Even Mr. Kelly, a retired four-star Marine general who took over in July as chief of staff, has met the limits of his ability to guide the president. Rather than seek to control Mr. Trump, Mr. Kelly has tried to control the information that gets to him and make sure it is vetted. The structure he has established resembles that of previous presidents. That does not mean Mr. Trump adheres to it.

“I’m not put on earth to control him,” Mr. Kelly said. “But I have been put on earth to make this staff work better and make sure this president, whether you voted for him or not, is fully informed before he makes a decision. And I think we achieved that.”

“He remains fairly unconventional,” he added. “But as I point out, he now is fully briefed on the issues and the pluses and minuses, pros and cons.”

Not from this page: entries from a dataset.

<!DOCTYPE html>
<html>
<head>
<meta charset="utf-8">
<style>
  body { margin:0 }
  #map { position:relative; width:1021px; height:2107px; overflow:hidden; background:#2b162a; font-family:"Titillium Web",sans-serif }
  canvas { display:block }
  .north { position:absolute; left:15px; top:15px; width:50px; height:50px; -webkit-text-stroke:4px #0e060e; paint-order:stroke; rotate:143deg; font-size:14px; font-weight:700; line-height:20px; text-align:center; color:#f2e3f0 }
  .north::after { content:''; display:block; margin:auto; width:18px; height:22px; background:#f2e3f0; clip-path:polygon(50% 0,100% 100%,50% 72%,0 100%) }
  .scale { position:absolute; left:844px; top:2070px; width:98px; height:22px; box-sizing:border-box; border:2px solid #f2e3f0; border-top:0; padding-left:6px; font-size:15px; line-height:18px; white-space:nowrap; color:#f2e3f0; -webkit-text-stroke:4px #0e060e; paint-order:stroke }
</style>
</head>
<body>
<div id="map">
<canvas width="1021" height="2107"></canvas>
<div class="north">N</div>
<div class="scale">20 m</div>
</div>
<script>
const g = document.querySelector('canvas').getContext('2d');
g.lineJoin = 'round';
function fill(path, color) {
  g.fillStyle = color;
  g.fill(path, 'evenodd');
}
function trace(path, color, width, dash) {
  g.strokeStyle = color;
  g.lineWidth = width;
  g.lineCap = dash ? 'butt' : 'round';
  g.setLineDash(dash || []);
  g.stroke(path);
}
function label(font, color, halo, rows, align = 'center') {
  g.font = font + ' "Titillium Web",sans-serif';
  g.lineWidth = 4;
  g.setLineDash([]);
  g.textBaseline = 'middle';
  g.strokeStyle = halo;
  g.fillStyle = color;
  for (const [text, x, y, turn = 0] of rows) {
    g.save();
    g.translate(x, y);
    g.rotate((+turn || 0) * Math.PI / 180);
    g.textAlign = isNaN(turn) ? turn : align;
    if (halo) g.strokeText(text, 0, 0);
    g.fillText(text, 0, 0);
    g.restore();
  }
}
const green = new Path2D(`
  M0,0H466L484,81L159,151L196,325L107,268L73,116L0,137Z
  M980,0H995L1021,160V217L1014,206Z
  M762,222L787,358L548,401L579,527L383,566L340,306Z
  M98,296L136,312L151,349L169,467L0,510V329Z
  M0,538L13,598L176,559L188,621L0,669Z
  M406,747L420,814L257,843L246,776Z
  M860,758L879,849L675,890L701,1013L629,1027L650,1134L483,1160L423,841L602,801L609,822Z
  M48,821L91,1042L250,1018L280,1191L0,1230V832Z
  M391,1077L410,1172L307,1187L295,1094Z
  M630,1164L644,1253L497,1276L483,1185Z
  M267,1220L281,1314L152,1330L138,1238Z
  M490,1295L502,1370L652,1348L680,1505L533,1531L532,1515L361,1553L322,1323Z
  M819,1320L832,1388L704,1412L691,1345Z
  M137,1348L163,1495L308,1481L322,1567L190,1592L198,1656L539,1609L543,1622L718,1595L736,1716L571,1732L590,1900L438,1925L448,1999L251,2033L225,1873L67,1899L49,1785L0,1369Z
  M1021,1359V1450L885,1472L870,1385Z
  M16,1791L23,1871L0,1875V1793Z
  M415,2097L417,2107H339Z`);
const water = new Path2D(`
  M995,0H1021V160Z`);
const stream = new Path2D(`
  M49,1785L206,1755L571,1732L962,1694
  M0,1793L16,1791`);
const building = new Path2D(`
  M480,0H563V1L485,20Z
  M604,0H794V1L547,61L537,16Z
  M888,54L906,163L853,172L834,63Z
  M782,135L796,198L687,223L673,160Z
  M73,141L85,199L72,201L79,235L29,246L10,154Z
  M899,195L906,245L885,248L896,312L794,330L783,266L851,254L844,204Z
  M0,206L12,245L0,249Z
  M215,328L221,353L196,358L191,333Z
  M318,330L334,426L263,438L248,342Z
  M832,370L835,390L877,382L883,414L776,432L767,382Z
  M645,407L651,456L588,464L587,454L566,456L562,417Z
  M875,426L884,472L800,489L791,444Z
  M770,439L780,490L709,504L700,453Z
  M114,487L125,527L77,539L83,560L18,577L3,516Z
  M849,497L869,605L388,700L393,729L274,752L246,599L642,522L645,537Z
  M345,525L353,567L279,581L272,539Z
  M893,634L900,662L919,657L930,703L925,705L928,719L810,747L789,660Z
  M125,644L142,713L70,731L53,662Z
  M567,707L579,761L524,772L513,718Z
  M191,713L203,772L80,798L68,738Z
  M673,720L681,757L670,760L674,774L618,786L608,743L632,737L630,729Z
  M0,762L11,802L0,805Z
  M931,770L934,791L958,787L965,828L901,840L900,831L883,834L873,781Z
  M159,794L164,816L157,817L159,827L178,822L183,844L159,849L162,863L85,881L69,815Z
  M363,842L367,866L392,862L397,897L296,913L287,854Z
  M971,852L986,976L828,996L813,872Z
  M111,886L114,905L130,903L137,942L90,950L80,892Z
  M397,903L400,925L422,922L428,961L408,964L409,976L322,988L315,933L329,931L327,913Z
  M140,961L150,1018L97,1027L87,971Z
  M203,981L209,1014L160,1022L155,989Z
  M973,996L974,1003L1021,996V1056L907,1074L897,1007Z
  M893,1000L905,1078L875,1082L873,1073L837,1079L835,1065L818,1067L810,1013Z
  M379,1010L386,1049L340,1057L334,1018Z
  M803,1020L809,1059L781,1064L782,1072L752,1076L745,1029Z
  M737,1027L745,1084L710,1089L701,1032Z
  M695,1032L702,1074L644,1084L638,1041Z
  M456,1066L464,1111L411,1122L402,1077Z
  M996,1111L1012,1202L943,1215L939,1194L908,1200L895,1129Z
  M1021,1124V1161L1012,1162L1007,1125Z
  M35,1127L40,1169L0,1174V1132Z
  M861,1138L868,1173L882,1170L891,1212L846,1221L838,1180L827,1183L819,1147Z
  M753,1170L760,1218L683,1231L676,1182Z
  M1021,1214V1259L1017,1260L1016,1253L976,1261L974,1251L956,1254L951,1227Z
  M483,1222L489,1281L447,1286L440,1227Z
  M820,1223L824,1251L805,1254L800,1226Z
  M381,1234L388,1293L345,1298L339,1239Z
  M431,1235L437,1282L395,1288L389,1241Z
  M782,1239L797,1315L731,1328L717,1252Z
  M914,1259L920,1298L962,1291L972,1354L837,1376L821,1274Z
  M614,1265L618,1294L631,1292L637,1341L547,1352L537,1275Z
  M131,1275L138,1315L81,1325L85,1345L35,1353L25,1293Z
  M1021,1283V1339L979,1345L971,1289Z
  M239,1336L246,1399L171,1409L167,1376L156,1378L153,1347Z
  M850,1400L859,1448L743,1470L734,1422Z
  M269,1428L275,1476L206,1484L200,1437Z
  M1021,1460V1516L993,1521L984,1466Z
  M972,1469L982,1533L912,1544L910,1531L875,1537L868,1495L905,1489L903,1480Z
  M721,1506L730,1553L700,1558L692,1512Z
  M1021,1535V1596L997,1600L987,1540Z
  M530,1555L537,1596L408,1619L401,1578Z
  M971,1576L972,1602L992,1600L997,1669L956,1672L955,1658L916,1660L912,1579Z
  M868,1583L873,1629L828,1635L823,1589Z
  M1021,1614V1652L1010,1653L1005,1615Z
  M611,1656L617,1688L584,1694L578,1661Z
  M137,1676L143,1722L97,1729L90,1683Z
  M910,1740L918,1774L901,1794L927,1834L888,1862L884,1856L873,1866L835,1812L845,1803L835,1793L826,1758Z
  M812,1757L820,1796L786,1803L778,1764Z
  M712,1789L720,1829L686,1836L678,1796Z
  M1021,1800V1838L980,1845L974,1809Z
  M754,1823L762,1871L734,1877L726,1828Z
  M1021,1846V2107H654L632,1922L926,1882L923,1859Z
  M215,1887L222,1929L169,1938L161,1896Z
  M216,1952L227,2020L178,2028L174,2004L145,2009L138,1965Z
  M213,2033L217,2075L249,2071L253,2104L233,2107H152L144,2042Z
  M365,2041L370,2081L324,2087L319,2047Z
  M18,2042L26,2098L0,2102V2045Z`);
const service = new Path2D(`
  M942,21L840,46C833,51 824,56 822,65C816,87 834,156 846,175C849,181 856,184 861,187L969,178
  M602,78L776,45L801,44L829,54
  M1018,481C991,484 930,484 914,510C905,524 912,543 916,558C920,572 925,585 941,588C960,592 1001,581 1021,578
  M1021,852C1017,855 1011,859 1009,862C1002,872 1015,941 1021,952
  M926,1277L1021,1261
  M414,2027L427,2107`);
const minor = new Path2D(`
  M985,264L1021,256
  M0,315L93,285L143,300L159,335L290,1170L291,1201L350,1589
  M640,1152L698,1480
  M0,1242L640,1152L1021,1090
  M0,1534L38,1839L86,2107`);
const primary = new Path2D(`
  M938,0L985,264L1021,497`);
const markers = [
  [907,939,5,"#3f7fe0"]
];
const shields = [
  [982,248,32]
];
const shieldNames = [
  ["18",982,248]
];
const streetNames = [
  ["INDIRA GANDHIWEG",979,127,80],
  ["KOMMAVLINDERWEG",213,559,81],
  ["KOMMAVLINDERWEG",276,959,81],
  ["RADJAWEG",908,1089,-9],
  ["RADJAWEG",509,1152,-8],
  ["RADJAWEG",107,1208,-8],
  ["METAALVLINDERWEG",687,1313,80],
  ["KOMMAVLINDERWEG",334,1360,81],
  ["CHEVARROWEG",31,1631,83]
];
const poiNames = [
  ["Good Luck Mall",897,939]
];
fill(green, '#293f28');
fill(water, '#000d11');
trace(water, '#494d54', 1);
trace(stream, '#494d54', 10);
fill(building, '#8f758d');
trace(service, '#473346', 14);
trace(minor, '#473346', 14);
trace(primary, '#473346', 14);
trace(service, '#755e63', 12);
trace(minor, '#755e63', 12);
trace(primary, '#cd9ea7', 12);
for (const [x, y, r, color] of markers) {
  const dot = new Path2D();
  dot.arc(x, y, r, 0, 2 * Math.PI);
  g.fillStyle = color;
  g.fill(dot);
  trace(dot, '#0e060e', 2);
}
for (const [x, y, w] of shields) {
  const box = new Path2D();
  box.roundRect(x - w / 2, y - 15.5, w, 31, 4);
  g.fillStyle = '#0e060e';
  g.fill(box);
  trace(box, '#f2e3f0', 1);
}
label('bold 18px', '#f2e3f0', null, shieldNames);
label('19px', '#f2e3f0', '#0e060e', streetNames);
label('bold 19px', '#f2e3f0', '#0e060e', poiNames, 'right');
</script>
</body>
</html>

If Kelly has accomplished this task, then surely it is possible for Donald Trump to rise to mediocrity, yes?

Alas, I am still pretty sure that the answer is still no. The evidence is mounting that Kelly’s statement might have been a slight exaggeration. The problem is that, to persuade president Trump, his advisors have to devise causal arguments that resonate with his blinkered worldview. Which leads to some pretty bad arguments.

To understand what I mean, consider what Axios’ Jonathan Swan reports about the internal White House debates over trade policy. Trade is one of the few areas where Trump has convictions that last longer than it takes for him to digest a well-done steak. Trump is a stone-cold mercantilist, and has been one since the 1980s. His economic advisers, such as Gary Cohn and Steven Mnuchin, feel differently. According to Swan, here are the arguments they are using to prevent Trump from slapping wide-ranging tariffs on everyone:

Cohn and Mnuchin are now appealing to Trump’s obsession with the record-breaking run of the stock market under his presidency, according to four sources with direct knowledge.

They’re telling him the stock market is at an all-time high, and that new tariffs on whole industries like steel and aluminum would hurt it.

They’re also telling him — and others are joining them in making this argument directly to the president — that he’s just given the middle class a tax cut, and that any tariffs making consumer goods more expensive would undo the pay raise he just gave them.

Cohn and Mnuchin’s argument about tariffs having a negative effect on consumer prices is spot-on. That’s good staff work! Well done, Gary and Steve!

It’s the argument about stock prices that gives me pause, for two reasons. First, claiming aggregate stock market effects in response to sectoral tariffs seems pretty dodgy; the literature suggests the effects would be more limited. The second and more basic point is that maybe, just maybe, the stock market is not the best metric to use when talking about the U.S. economy, much less the effects of protectionism.

I suspect that Cohn and Mnuchin know this. But they also know Donald Trump, and they know that the president believes that the stock market’s performance is an enormous vindication of his presidency. It is therefore unsurprising that his advisers would play to his prejudices to advance their argument.

This would hardly be the first time that Trump’s staffers used dodgy evidence to advance their arguments. We know that over the summer national security adviser H.R. McMaster showed Trump a 1970s photo of Afghan women in miniskirts walking through Kabul, part of a successful effort to persuade the president to stay in Afghanistan. This was some dubious evidence, but McMaster was likely well aware of how Trump responds to visual stimuli.

My policy preferences are much closer to Cohn and Mnuchin than they are to Trump, but that’s not the point. My point is that the quality of policy debates in the White House are not going to be trending in a positive direction. The more that staffers figure out how to game Trump’s ill-informed ways of thinking, the more that policy debates in the White House will resemble the witch scene from Monty Python and The Holy Grail:

John Kelly can tell himself that he is providing first-rate information to president Trump. Because of who he is, however, Donald Trump will always be vulnerable to third-rate arguments.